Paul, however, is not the first, and hopefully will not be the last, to point out the clear government overreach being carried out amid this emergency.

As Republican Reps. Andy Biggs of Arizona and Ken Buck of Colorado pointed out in a recent Washington Examiner opinion piece, public life as we know it has been put on indefinite hold, in part on Fauci’s advice. Yet, the man has referred to the aforementioned policies and their impact on the American people as merely “inconvenient.”

People are losing their jobs and the economy is in free-fall.

Under threat of government action, many Americans were restricted from attending public church services on Easter Sunday, sparking court battles.
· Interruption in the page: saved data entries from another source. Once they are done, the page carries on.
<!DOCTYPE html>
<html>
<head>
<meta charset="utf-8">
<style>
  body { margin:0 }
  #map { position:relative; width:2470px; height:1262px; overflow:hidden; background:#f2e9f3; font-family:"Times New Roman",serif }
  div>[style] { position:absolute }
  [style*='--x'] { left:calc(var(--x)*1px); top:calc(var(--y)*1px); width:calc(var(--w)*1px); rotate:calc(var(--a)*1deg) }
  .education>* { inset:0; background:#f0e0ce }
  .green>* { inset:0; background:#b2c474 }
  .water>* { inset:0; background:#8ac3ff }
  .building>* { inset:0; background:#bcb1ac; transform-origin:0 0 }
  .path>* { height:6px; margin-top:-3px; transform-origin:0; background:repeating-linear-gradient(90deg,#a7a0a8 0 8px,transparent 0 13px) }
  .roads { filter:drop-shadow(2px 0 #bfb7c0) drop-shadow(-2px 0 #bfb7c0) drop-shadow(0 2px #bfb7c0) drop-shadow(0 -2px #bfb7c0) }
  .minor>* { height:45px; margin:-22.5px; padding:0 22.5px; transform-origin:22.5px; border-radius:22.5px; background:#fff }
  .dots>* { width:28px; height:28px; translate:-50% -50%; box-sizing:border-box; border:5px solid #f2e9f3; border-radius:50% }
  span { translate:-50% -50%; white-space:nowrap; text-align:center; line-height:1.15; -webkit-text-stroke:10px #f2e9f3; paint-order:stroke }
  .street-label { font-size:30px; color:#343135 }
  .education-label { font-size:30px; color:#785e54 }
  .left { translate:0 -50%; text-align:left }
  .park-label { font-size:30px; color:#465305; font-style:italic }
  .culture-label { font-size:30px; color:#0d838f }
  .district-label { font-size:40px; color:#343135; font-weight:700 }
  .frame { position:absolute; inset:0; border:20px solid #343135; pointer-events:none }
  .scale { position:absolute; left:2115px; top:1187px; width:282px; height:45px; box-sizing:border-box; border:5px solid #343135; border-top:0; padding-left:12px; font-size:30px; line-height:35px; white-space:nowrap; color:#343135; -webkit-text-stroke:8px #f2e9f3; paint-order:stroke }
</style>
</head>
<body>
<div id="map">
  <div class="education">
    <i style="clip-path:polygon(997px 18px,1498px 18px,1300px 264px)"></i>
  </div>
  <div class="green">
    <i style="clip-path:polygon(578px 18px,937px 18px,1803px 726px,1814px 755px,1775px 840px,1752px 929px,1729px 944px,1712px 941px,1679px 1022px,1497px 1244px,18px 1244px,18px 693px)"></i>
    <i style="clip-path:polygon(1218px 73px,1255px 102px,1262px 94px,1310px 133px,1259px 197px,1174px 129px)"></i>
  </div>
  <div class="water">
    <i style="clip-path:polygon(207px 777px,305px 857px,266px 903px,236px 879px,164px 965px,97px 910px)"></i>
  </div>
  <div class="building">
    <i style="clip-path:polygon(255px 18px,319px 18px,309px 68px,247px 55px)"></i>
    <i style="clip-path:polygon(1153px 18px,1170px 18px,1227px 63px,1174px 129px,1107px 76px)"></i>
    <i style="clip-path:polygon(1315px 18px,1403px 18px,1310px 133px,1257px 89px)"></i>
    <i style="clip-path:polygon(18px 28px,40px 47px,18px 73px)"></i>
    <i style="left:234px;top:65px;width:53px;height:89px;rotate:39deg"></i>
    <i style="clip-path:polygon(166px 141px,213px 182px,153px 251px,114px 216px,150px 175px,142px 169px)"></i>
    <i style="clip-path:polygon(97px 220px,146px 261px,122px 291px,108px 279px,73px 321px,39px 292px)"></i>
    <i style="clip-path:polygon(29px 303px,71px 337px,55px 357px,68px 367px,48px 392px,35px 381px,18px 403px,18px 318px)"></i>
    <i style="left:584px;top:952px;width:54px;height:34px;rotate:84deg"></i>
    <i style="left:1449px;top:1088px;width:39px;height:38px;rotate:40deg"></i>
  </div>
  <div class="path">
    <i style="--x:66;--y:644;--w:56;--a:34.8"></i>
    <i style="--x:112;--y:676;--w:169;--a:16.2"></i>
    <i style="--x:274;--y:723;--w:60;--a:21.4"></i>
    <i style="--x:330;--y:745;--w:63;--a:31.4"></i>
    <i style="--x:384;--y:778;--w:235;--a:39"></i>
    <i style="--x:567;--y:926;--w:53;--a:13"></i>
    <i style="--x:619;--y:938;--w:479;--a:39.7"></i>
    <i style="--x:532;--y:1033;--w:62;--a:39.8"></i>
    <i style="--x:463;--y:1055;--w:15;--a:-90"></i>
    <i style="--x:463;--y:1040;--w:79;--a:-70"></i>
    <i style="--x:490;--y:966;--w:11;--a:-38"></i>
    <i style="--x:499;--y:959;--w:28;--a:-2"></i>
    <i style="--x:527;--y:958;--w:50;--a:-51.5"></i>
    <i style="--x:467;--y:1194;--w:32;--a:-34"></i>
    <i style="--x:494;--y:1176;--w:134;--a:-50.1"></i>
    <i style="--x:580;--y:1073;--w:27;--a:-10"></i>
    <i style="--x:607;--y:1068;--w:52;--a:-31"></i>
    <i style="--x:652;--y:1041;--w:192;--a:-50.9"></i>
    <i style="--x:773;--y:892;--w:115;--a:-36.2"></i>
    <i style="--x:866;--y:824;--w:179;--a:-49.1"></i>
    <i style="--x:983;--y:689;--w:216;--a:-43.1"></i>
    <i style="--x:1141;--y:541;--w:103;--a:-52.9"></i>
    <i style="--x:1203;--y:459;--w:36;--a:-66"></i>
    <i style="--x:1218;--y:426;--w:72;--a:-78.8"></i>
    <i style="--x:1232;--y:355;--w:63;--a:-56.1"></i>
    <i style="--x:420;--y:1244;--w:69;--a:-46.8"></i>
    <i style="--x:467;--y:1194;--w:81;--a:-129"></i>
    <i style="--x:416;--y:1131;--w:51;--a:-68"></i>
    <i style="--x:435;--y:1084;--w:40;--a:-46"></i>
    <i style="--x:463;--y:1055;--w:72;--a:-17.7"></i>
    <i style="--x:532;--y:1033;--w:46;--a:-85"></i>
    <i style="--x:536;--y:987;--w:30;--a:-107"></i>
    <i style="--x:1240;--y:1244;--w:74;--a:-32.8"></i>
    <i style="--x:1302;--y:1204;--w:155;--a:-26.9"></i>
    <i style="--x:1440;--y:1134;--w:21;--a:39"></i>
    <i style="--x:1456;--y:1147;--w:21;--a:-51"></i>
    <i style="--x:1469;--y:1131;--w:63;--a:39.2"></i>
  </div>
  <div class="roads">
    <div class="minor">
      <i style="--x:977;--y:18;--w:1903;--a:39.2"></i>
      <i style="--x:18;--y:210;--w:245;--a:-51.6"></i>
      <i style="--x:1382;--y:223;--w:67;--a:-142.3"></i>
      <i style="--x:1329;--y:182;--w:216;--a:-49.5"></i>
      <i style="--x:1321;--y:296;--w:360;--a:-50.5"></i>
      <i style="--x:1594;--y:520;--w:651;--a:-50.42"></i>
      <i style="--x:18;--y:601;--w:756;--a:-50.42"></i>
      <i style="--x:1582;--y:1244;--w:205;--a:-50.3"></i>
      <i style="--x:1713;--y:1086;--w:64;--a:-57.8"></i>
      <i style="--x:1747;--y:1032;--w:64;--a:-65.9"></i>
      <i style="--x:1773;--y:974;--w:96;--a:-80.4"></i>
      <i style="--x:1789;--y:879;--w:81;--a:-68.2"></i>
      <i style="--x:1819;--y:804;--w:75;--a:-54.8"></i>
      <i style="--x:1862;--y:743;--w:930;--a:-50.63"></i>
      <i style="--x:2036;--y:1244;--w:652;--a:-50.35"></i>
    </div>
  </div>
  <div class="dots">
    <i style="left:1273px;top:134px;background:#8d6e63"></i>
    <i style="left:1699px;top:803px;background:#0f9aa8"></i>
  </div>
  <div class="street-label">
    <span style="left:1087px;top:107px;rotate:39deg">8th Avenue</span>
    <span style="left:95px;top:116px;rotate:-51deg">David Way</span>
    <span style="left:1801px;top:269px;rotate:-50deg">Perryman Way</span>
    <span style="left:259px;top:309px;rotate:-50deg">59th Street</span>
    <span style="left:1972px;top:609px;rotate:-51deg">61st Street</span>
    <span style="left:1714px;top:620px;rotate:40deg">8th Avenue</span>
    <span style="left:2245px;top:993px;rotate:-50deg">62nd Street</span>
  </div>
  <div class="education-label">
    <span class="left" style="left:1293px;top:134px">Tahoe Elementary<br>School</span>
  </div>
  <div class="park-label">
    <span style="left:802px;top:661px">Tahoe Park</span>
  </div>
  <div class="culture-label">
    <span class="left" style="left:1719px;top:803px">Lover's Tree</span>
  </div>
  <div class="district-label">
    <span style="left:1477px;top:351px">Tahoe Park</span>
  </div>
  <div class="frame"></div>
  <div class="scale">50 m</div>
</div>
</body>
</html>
Heck, a Colorado father was detained and handcuffed last week for playing ball with his 6-year-old daughter in an empty — and open — public park.

Anyone starting to think maybe we’ve gone a bit overboard?

Of course, none of that is to say the coronavirus pandemic should not be taken seriously. It absolutely should.

However, the government needs a better solution than unconstitutional restrictions of liberty until further notice.

And if the “experts” cannot get on board with that, perhaps their jobs should be next on the chopping block. Only sounds fair considering their advice is putting American jobs in the same uncertain place.